Veio ter comigo há dias. Transpôs a porta,
meteu a mão no bolso e puxou de uma carteira recente. Pretendia vendê-la,
defendeu. Era o único bem que possuía e o único meio de fazer algum dinheiro. É
um homem mediano, de meia-idade, cabeça calva, onde os cabelos que já a
cobriram por inteiro decidiram emigrar, olhos vivos e perscrutadores. Exprime-se
num português mal-amanhado e a fazer
ressaltar a pronúncia de leste. A carteira não tem qualquer valor, repliquei
para seu desalento. Em última cartada, em desabafo, o homem atirou: “Não ter uma única moeda no bolso. Estar muito aflito para pagar quarto e não
quer estender a mão à caridade. Não ser capaz. Sempre trabalhar na vida. Nunca estar
numa situação assim! Ser pintor e escultor. Ser ucraniano! O Marco enviar cá e dizer que você tinha
escrito a história dele e também escrevia a minha” –contei a narrativa do
músico polaco Marek Kepacs n’O Despertar, da edição de 20 de Março, e no seu
fremente desejo de ter um acordeão para poder dar sentido e cor à sua vida.
Dei-lhe uma folha branca e um lápis e pedi-lhe
para me mostrar o seu talento. Passado um bocado, e sob o meu olhar, tinha um Cristo,
com ar sofrido, bem desenhado e com traço inconfundível de criador. Não tinha
dúvida, à minha frente estava um artista, sem margem para dúvida. Se lhe
arranjasse uma cana para pescar, como
quem diz, tintas, pincéis e papel de aguarela será que estaria na disposição de
ir para a rua pintar e tentar arranjar um meio de sobrevivência? Interroguei. “Claro! Claro! Só precisar mesmo de tintas e
pincéis para trabalhar. Todo meu “respeto” para o senhor que tenha um grande “coraçau”.

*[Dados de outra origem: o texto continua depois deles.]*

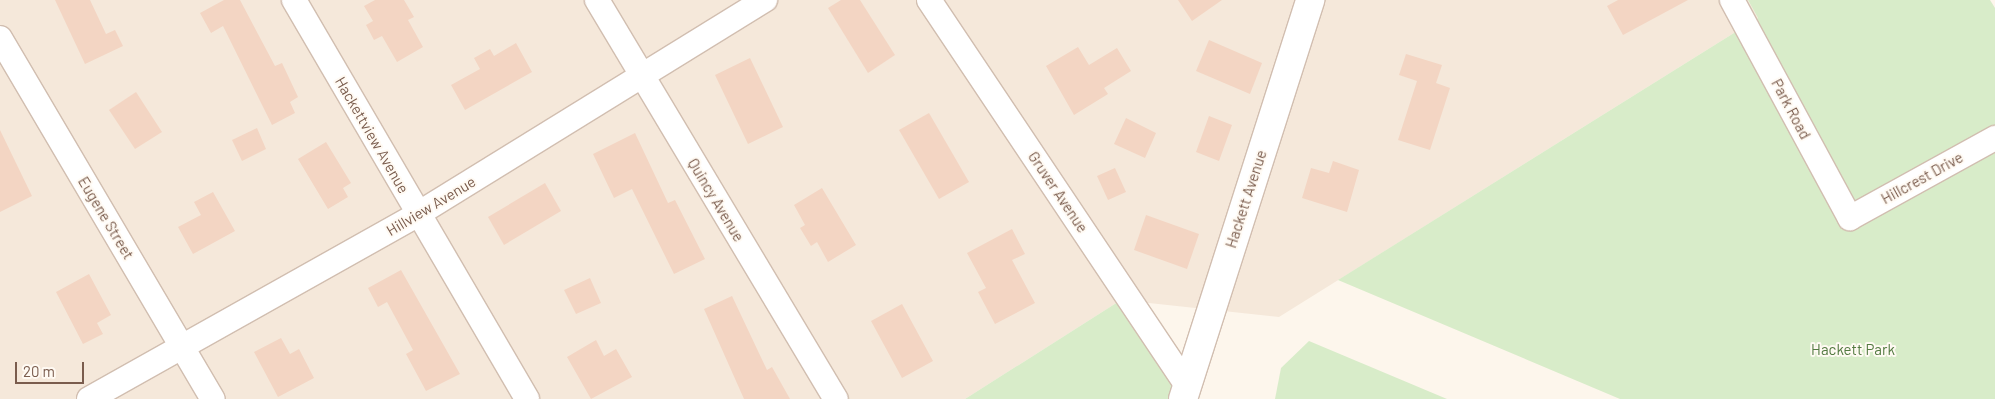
<!DOCTYPE html>
<html>
<head>
<meta charset="utf-8">
<style>
	body { margin:0 }
	#map { position:relative; width:1995px; height:399px; overflow:hidden; background:#fdf6ec; font-family:Barlow,sans-serif }
	div>[style] { position:absolute }
	.residential>* { inset:0; background:#f5e8da }
	.green>* { inset:0; background:#d8ecc9 }
	.building>* { inset:0; background:#f3d5c3 }
	.roads { filter:drop-shadow(1px 0 #d1beb0) drop-shadow(-1px 0 #d1beb0) drop-shadow(0 1px #d1beb0) drop-shadow(0 -1px #d1beb0) }
	.street>* { height:24px; margin:-12px; padding:0 12px; transform-origin:12px; border-radius:12px; background:#fff }
	.secondary>* { height:28px; margin:-14px; padding:0 14px; transform-origin:14px; border-radius:14px; background:#fff }
	span { translate:-50% -50%; white-space:nowrap; text-align:center; line-height:1.15; -webkit-text-stroke:4px #fffaf3; paint-order:stroke }
	.street-label { font-size:15px; color:#7a5c4d }
	.park-label { font-size:15px; color:#537a41 }
	.scale { position:absolute; left:15px; top:362px; width:69px; height:22px; box-sizing:border-box; border:2px solid #7a5c4d; border-top:0; padding-left:6px; font-size:15px; line-height:18px; white-space:nowrap; color:#7a5c4d; -webkit-text-stroke:4px #fffaf3; paint-order:stroke }
</style>
</head>
<body>
<div id="map">
	<div class="residential">
		<i style="clip-path:polygon(0 0,1748px 0,1758px 18px,1279px 317px,1121px 300px,965px 399px,0 399px)"></i>
	</div>
	<div class="green">
		<i style="clip-path:polygon(1748px 0,1990px 0,1995px 8px,1995px 399px,1620px 399px,1338px 280px,1758px 18px)"></i>
		<i style="clip-path:polygon(1121px 300px,1183px 399px,965px 399px)"></i>
		<i style="clip-path:polygon(1309px 341px,1447px 399px,1275px 399px,1281px 368px)"></i>
	</div>
	<div class="building">
		<i style="clip-path:polygon(55px 0,90px 0,106px 34px,115px 30px,123px 46px,85px 64px)"></i>
		<i style="clip-path:polygon(224px 0,240px 0,275px 66px,282px 63px,298px 97px,290px 102px,295px 113px,272px 125px,223px 26px,211px 33px,200px 13px)"></i>
		<i style="clip-path:polygon(375px 0,404px 0,414px 17px,408px 20px,423px 47px,397px 62px,382px 36px,374px 40px,366px 25px,373px 21px,364px 6px)"></i>
		<i style="clip-path:polygon(841px 0,860px 0,895px 55px,868px 73px,828px 8px)"></i>
		<i style="clip-path:polygon(1178px 0,1222px 0,1192px 21px)"></i>
		<i style="clip-path:polygon(1618px 0,1688px 0,1623px 35px,1607px 6px)"></i>
		<i style="clip-path:polygon(1209px 40px,1262px 63px,1250px 94px,1196px 71px)"></i>
		<i style="clip-path:polygon(516px 43px,532px 72px,465px 110px,451px 85px,480px 69px,474px 58px,490px 49px,494px 56px)"></i>
		<i style="clip-path:polygon(1078px 47px,1089px 65px,1117px 48px,1131px 71px,1104px 88px,1108px 94px,1074px 115px,1046px 66px)"></i>
		<i style="clip-path:polygon(1406px 54px,1442px 65px,1436px 83px,1450px 88px,1430px 150px,1398px 140px,1417px 81px,1399px 75px)"></i>
		<i style="clip-path:polygon(750px 58px,783px 127px,748px 144px,715px 75px)"></i>
		<i style="clip-path:polygon(136px 92px,162px 132px,135px 149px,109px 110px)"></i>
		<i style="clip-path:polygon(929px 113px,969px 182px,939px 199px,899px 130px)"></i>
		<i style="clip-path:polygon(1209px 116px,1232px 125px,1219px 161px,1196px 152px)"></i>
		<i style="clip-path:polygon(1126px 118px,1156px 133px,1145px 158px,1114px 144px)"></i>
		<i style="clip-path:polygon(257px 128px,266px 149px,242px 161px,232px 140px)"></i>
		<i style="clip-path:polygon(0 130px,32px 196px,0 212px)"></i>
		<i style="clip-path:polygon(635px 133px,668px 203px,675px 200px,705px 259px,674px 274px,632px 189px,614px 198px,593px 154px)"></i>
		<i style="clip-path:polygon(326px 142px,351px 183px,343px 188px,348px 197px,328px 209px,298px 159px)"></i>
		<i style="clip-path:polygon(1333px 161px,1359px 170px,1347px 212px,1302px 198px,1311px 168px,1329px 173px)"></i>
		<i style="clip-path:polygon(1115px 168px,1126px 192px,1108px 200px,1097px 176px)"></i>
		<i style="clip-path:polygon(545px 183px,561px 211px,504px 245px,488px 217px)"></i>
		<i style="clip-path:polygon(822px 188px,856px 245px,828px 262px,817px 242px,811px 246px,800px 228px,805px 225px,794px 205px)"></i>
		<i style="clip-path:polygon(213px 192px,235px 231px,193px 254px,178px 227px,201px 215px,194px 202px)"></i>
		<i style="clip-path:polygon(1146px 215px,1199px 234px,1187px 269px,1134px 250px)"></i>
		<i style="clip-path:polygon(1012px 229px,1025px 254px,1012px 260px,1035px 303px,995px 324px,978px 292px,986px 288px,967px 253px)"></i>
		<i style="clip-path:polygon(401px 270px,460px 374px,426px 391px,406px 354px,413px 350px,387px 302px,378px 307px,368px 288px)"></i>
		<i style="clip-path:polygon(89px 274px,111px 315px,97px 323px,103px 334px,83px 344px,56px 292px)"></i>
		<i style="clip-path:polygon(590px 278px,601px 303px,576px 314px,564px 290px)"></i>
		<i style="clip-path:polygon(732px 296px,767px 370px,772px 367px,790px 399px,744px 399px,704px 309px)"></i>
		<i style="clip-path:polygon(902px 304px,933px 361px,902px 378px,871px 321px)"></i>
		<i style="clip-path:polygon(281px 338px,290px 354px,299px 349px,314px 378px,278px 397px,254px 352px)"></i>
		<i style="clip-path:polygon(596px 340px,604px 356px,616px 349px,632px 377px,591px 399px,567px 357px)"></i>
	</div>
	<div class="roads">
		<div class="street">
			<i style="left:294px;top:0;width:462px;rotate:59.7deg"></i>
			<i style="left:597px;top:0;width:465px;rotate:59.1deg"></i>
			<i style="left:929px;top:0;width:463px;rotate:56.2deg"></i>
			<i style="left:1732px;top:0;width:248px;rotate:61.6deg"></i>
			<i style="left:1850px;top:218px;width:166px;rotate:-28.9deg"></i>
			<i style="left:0;top:38px;width:419px;rotate:59.5deg"></i>
			<i style="left:89px;top:399px;width:377px;rotate:-29.3deg"></i>
			<i style="left:418px;top:214px;width:408px;rotate:-31.7deg"></i>
		</div>
		<div class="secondary">
			<i style="left:1183px;top:399px;width:419px;rotate:-72.3deg"></i>
		</div>
	</div>
	<div class="street-label">
		<span style="left:1791px;top:109px;rotate:62deg">Park Road</span>
		<span style="left:372px;top:135px;rotate:60deg">Hackettview Avenue</span>
		<span style="left:1922px;top:178px;rotate:-29deg">Hillcrest Drive</span>
		<span style="left:1058px;top:192px;rotate:56deg">Gruver Avenue</span>
		<span style="left:1246px;top:199px;rotate:-72deg">Hackett Avenue</span>
		<span style="left:716px;top:200px;rotate:59deg">Quincy Avenue</span>
		<span style="left:431px;top:206px;rotate:-31deg">Hillview Avenue</span>
		<span style="left:106px;top:218px;rotate:59deg">Eugene Street</span>
	</div>
	<div class="park-label">
		<span style="left:1853px;top:350px">Hackett Park</span>
	</div>
	<div class="scale">20 m</div>
</div>
</body>
</html>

Neste meio tempo apareceram dois meus amigos e ouvindo a conversa e perante o
desenho um disse logo que lhe oferecia um cavalete. O outro que lhe comprava as
tintas e os pincéis. No dia seguinte o Sergiu Stefanov –conhecido por Sérgio-
já estava a pintar no Largo da Freiria e pronto a tentar a sua sorte na rua.
Ainda teve tempo para me mostrar uma espectacular escultura de um busto feito
com jornais e farinha –e sempre a repetir: “eu
não enganar. Eu ser artista! Acreditar em mim!”
Mas afinal quem é o Sergiu Stefanov? É ele que se vai apresentar. “Tenho 49 anos de idade, nasci em 1965. Sou romeno. Disse que era
ucraniano para não me tomar por pedinte. Infelizmente sinto que o meu povo está
muito mal visto por cá. Estudei na Roménia até ao 10º ano. Fui funcionário da
Romtelecom durante cerca de uma década e até 1999. Deixou de haver trabalho e o
dinheiro começou a escassear. No regime comunista de Nicolae Ceausescu vivi
sempre bem, até à sua queda em Dezembro de 1989. Foi uma mudança violenta que
resultou em mais de mil mortes. Desde cedo estive sempre ligado à escultura e
pintura. Fiz três exposições em Botosani. Já em democracia, com a economia a
dar voltas na barriga de miséria, desde pedreiro a pintor de interiores, a estucador,
a artesão, a restaurador de móveis, até passando pela electromecânica, fiz de
tudo e não chegou. Atirei-me à Europa e fiz dela a porta da minha esperança.
Passei por Itália, Bulgária, França, Holanda. Nestes países fazia de tudo o que
aparecia, desde a construção civil até apanhar fruta, e aproveitava o que
calhava para sobreviver. Em 2013 vim para Portugal. Por cá, trabalhei numa quinta,
na construção civil. Recusei sempre a estender a mão na rua. Tenho dignidade.
Continuo a procurar trabalho. Estou inscrito no IEFP, Instituto de Emprego e
Formação Profissional. Já tirei vários cursos profissionais, incluindo de
português, mas não tem aparecido nada para eu mostrar o que sei fazer. Nunca
recebi nada do Estado português até agora –embora já tivesse tratado da
documentação para futuramente poder receber o RSI, Rendimento Social de
Inserção. Até há pouco, com os trabalhos precários que tenho arranjado, fui conseguindo
saldar a renda do quarto. Pago 135,00 euros. Mas agora é que toquei no fundo.
Não sei o que fazer nem a que porta posso bater. Não quero ir para debaixo da
ponte. Para as refeições, diariamente, vou à Cozinha Económica. Foi então que o Marek Kepacs me
indicou o senhor. Pode fazer alguma coisa por mim? Pode ajudar-me?”